== Exercise goal ==
Working through the lines below, return each one that holds "canvas".

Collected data
Content starts

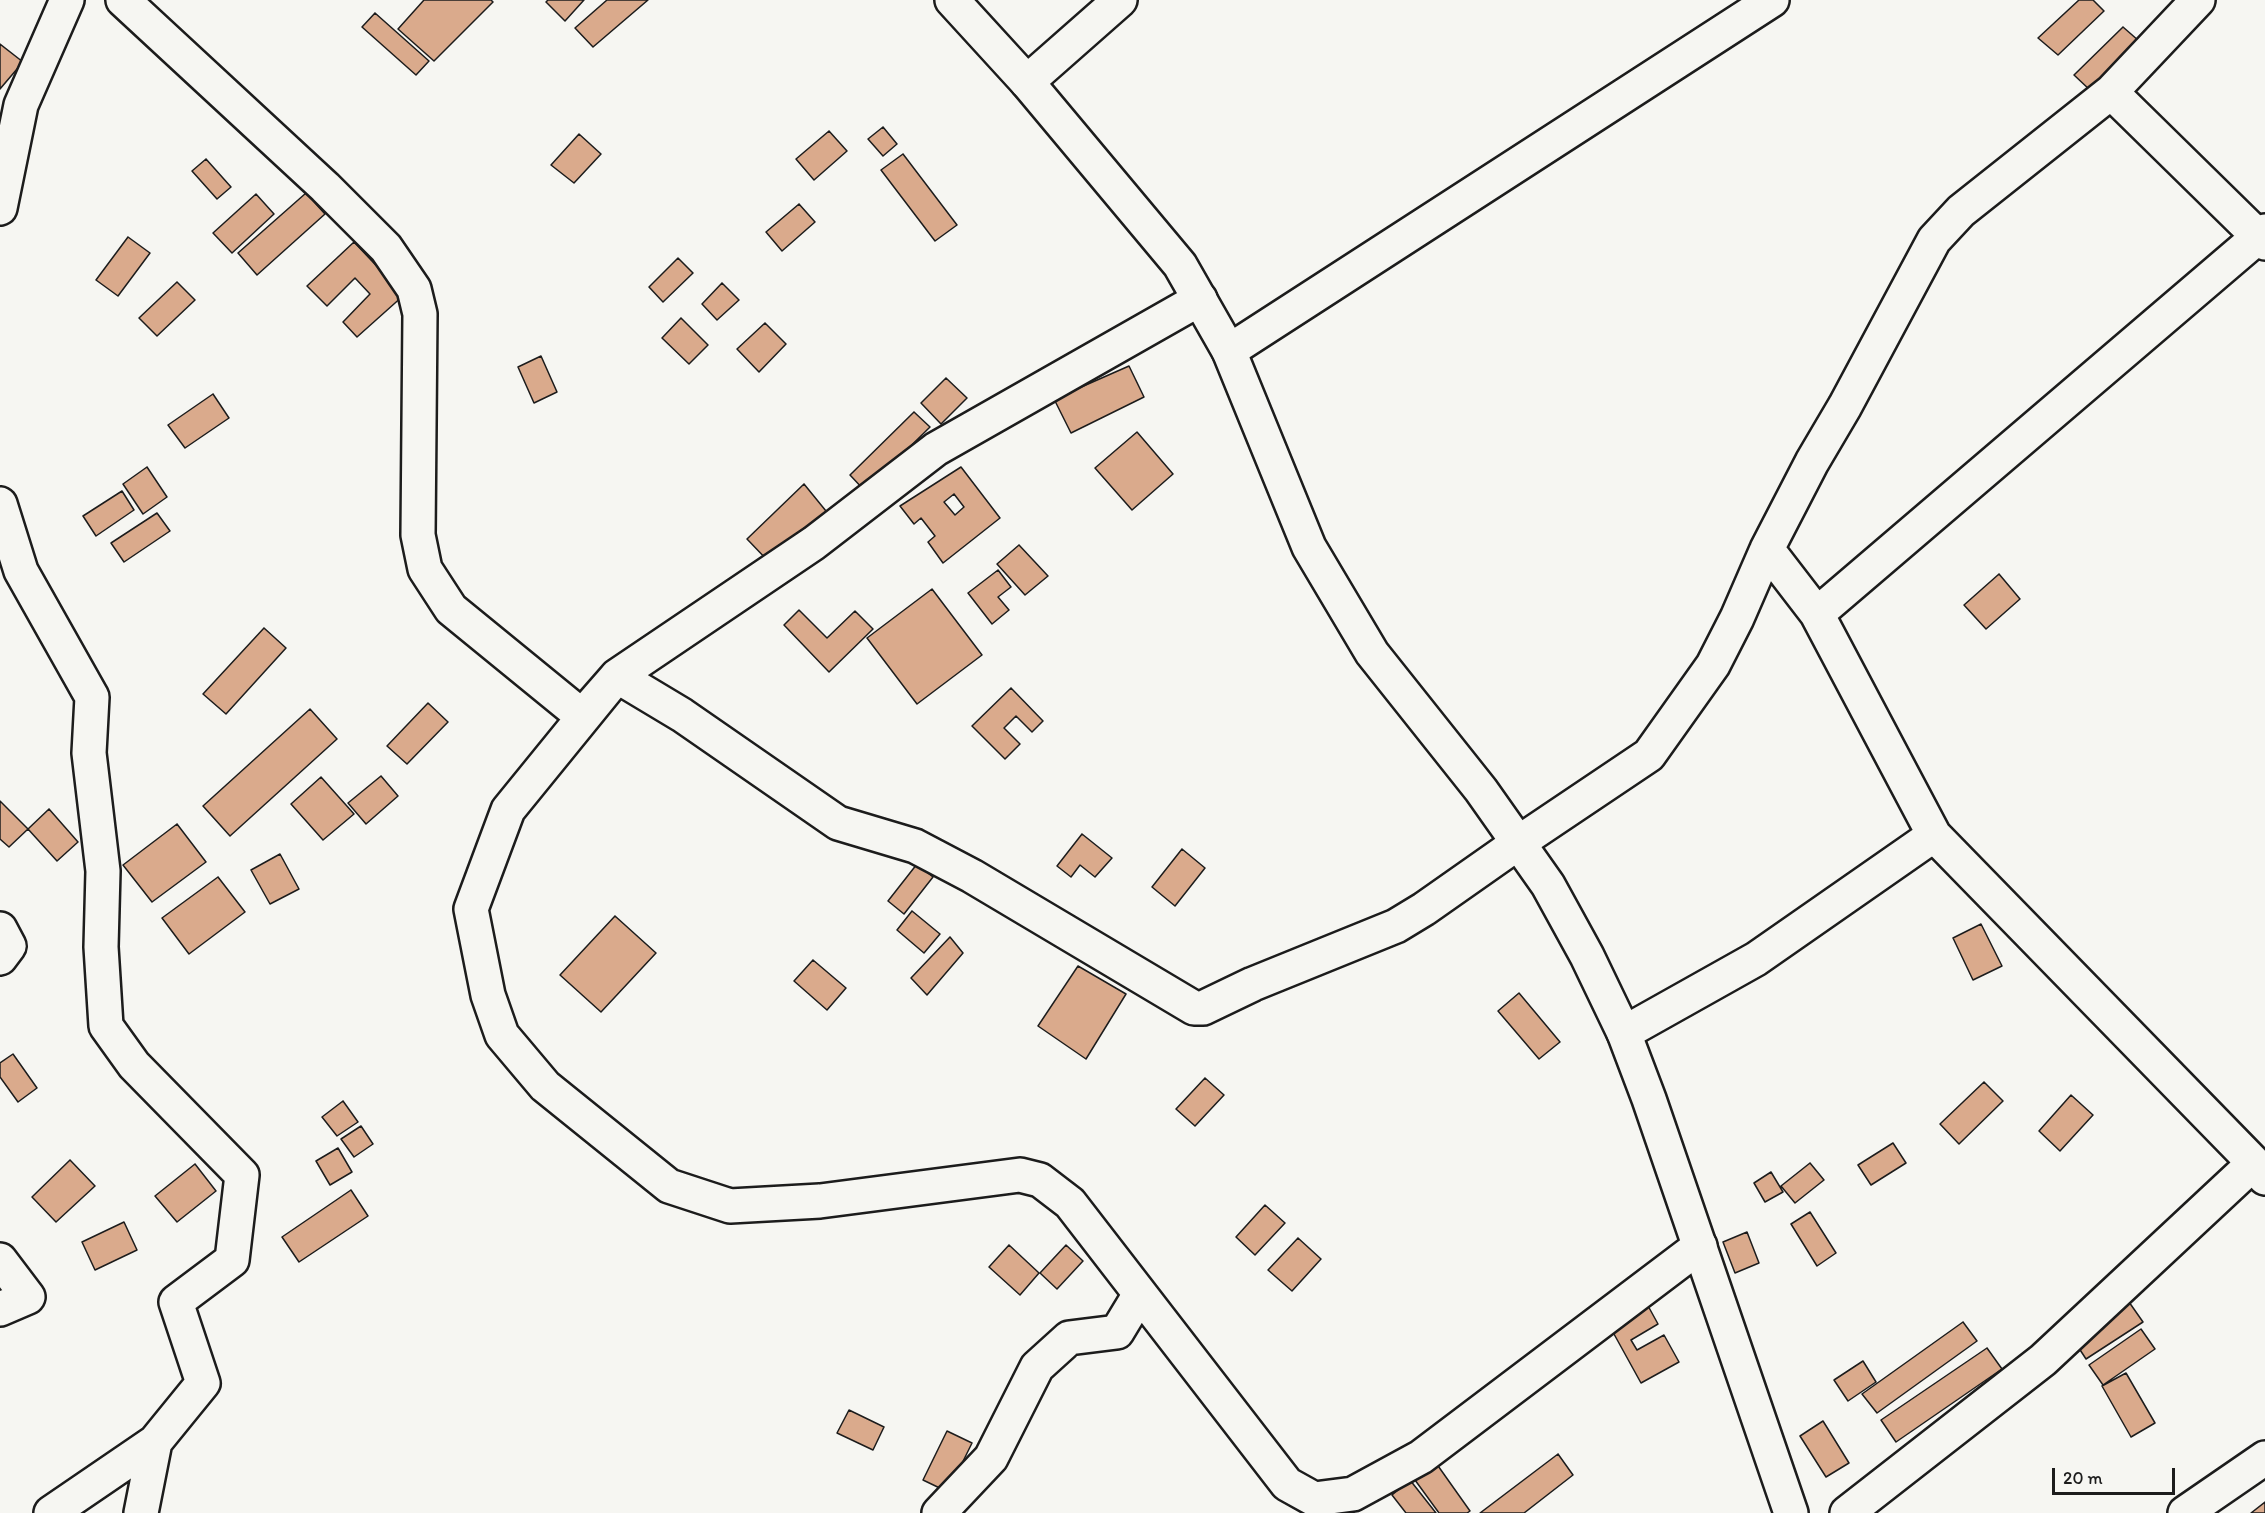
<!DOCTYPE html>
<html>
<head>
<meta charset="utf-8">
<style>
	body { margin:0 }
	#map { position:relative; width:2265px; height:1513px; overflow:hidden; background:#f6f6f2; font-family:Itim,sans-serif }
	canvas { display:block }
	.scale { position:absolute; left:2052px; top:1468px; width:123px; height:27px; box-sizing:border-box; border:3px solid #1c1c1c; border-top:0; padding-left:8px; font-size:18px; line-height:21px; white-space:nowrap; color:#1c1c1c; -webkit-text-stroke:4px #f6f6f2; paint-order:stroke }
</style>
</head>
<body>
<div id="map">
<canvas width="2265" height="1513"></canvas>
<div class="scale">20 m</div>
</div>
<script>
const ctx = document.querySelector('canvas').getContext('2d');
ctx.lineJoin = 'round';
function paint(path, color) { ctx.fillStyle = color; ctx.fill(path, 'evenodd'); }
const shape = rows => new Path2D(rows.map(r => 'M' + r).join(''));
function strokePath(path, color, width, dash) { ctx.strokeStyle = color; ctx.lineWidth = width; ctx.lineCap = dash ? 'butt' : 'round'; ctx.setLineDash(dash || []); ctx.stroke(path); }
const building = shape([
	[424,0,491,0,493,2,434,61,398,29,424,0],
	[548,0,584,0,565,21,546,2,548,0],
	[607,0,648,0,593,47,575,28,607,0],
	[2079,0,2093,0,2104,11,2058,55,2038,38,2079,0],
	[375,13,429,61,416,75,362,27,375,13],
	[2123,27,2139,41,2091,91,2074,75,2123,27],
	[0,44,23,62,0,89,0,44],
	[883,127,897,144,883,156,868,139,883,127],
	[829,131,847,151,814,180,796,159,829,131],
	[579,134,601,154,574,183,551,165,579,134],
	[903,154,957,225,935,241,881,170,903,154],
	[206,159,231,187,217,199,192,171,206,159],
	[306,193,325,214,257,275,238,253,306,193],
	[256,194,274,214,232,253,213,233,256,194],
	[799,204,815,222,782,251,766,232,799,204],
	[128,237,150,253,118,296,96,280,128,237],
	[354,242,404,295,357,337,343,322,370,294,355,278,327,306,307,286,354,242],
	[678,258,693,273,663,302,649,287,678,258],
	[177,282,195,300,157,336,139,318,177,282],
	[722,283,739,300,717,320,702,304,722,283],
	[681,318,708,345,689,364,662,338,681,318],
	[765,323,786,344,759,372,737,349,765,323],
	[541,356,557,392,534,403,518,367,541,356],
	[1129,366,1144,397,1071,433,1054,399,1129,366],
	[946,378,967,398,941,424,921,403,946,378],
	[213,394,229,418,185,448,168,425,213,394],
	[914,412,930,427,865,491,850,475,914,412],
	[1137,432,1173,474,1132,510,1095,468,1137,432],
	[147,467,167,497,143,514,123,484,147,467],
	[961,467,1000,518,943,563,928,542,935,536,921,518,914,524,900,506,961,467],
	[954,494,964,507,955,515,944,502,954,494],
	[804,484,826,511,814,543,770,563,747,539,804,484],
	[122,491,134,510,96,536,83,516,122,491],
	[157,513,170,531,124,562,111,543,157,513],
	[1019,545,1048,576,1025,595,997,564,1019,545],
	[998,570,1011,587,998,597,1009,610,992,624,968,593,998,570],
	[1999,574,2020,599,1986,629,1964,605,1999,574],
	[932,589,982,655,917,704,867,638,932,589],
	[799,610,827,638,855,611,873,629,829,672,784,625,799,610],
	[264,628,286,648,226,714,203,694,264,628],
	[1011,688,1043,721,1032,732,1016,716,1004,728,1020,744,1005,759,972,726,1011,688],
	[428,703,448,722,407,764,387,746,428,703],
	[310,709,337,739,230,836,203,806,310,709],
	[381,776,398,796,366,824,348,803,381,776],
	[321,777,354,814,323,840,291,804,321,777],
	[0,801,28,829,9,847,0,839,0,801],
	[49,809,78,842,57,861,28,829,49,809],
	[177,824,206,862,152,902,123,865,177,824],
	[1082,834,1112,858,1095,877,1080,865,1071,877,1057,866,1082,834],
	[1182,849,1205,868,1175,906,1152,887,1182,849],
	[280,854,299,889,270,904,251,870,280,854],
	[917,864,933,877,904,914,888,901,917,864],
	[218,877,245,912,189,954,162,918,218,877],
	[912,911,940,934,924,953,897,930,912,911],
	[615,916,656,953,601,1012,560,975,615,916],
	[1981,924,2002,966,1973,980,1953,938,1981,924],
	[950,937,963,953,927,995,911,978,950,937],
	[813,960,846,988,827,1010,794,981,813,960],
	[1078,966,1126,994,1086,1059,1038,1026,1078,966],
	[1519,993,1560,1042,1539,1059,1498,1011,1519,993],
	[13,1054,37,1088,18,1102,0,1077,0,1063,13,1054],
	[1205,1078,1224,1095,1195,1126,1176,1109,1205,1078],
	[1984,1082,2003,1101,1959,1144,1940,1124,1984,1082],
	[2071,1095,2093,1115,2060,1151,2039,1131,2071,1095],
	[343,1101,358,1122,337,1136,322,1117,343,1101],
	[361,1126,373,1144,354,1157,341,1139,361,1126],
	[1893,1143,1906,1163,1871,1185,1858,1165,1893,1143],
	[338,1148,352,1172,330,1185,316,1161,338,1148],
	[70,1160,95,1186,56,1222,32,1197,70,1160],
	[1810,1163,1824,1180,1795,1203,1781,1186,1810,1163],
	[195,1164,216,1191,177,1222,155,1196,195,1164],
	[1771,1172,1783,1192,1765,1202,1754,1183,1771,1172],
	[351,1190,368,1216,299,1262,282,1237,351,1190],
	[1265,1205,1285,1223,1255,1255,1236,1237,1265,1205],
	[1810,1212,1836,1253,1817,1266,1791,1224,1810,1212],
	[124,1222,137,1250,95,1270,82,1242,124,1222],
	[1747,1232,1759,1263,1735,1273,1723,1242,1747,1232],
	[1298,1238,1321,1259,1292,1291,1268,1270,1298,1238],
	[1009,1245,1039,1273,1020,1295,989,1267,1009,1245],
	[1066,1245,1083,1261,1057,1289,1040,1273,1066,1245],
	[2129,1302,2143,1322,2086,1359,2073,1339,2129,1302],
	[1647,1304,1658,1324,1631,1340,1637,1350,1664,1335,1679,1362,1641,1383,1609,1325,1647,1304],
	[1963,1322,1977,1341,1877,1413,1862,1394,1963,1322],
	[2141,1329,2155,1349,2103,1385,2089,1365,2141,1329],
	[1987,1348,2002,1369,1896,1442,1881,1420,1987,1348],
	[1863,1361,1876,1382,1848,1401,1834,1380,1863,1361],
	[2126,1373,2155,1423,2131,1437,2102,1386,2126,1373],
	[849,1410,884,1427,873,1450,837,1433,849,1410],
	[1823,1421,1849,1463,1826,1477,1800,1436,1823,1421],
	[947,1431,972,1443,948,1492,923,1480,947,1431],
	[1558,1454,1573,1475,1524,1513,1480,1513,1558,1454],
	[1436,1463,1470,1511,1467,1513,1439,1513,1415,1480,1436,1463],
	[1410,1480,1436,1513,1406,1513,1392,1495,1410,1480],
	[2265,1502,2265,1513,2251,1513,2265,1502]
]);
paint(building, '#daaa8c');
strokePath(building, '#1c1c1c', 1.5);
const street = shape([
	[123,0,325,187,386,248,414,289,420,314,418,535,425,569,451,609,582,716,617,676,814,543,936,449,1200,299],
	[1027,82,1120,0],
	[2111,92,2265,243],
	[0,208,21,105,67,0],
	[1229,351,1772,0],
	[0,504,21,571,92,697,89,753,103,871,101,947,106,1026,134,1065,242,1175,232,1260,176,1302,203,1383,155,1442,141,1513],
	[1767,549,1817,614,1934,835,2254,1163,2265,1178],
	[1817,614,2265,231],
	[617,676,682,715,838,823,915,846,972,876,1194,1008,1203,1008,1253,984,1396,926,1424,909,1518,843,1649,755,1713,665,1737,618,1767,549,1812,462,1845,406,1934,240,1961,211,2111,92,2198,0],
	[617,676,508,810,471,909,488,995,502,1035,545,1086,669,1186,730,1206,820,1201,1020,1175,1040,1180,1070,1203,1287,1484,1314,1499,1353,1494,1421,1457,1700,1246],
	[0,929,9,946,0,958],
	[1624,1033,1756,959,1934,835],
	[0,1260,28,1297,0,1309],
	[51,1513,155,1442],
	[939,1513,991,1458,1037,1367,1069,1338,1117,1332,1140,1294],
	[1847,1513,2043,1360,2254,1163],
	[2185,1513,2265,1458]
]);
const secondary = shape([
	[952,0,1027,82,1180,265,1229,351,1309,547,1372,653,1481,790,1548,885,1587,956,1624,1033,1649,1099,1791,1513]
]);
strokePath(street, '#1c1c1c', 38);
strokePath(secondary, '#1c1c1c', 38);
strokePath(street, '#f6f6f2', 33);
strokePath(secondary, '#f6f6f2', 33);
</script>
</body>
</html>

Content ends

== Problem solution ==
	canvas { display:block }
<canvas width="2265" height="1513"></canvas>
const ctx = document.querySelector('canvas').getContext('2d');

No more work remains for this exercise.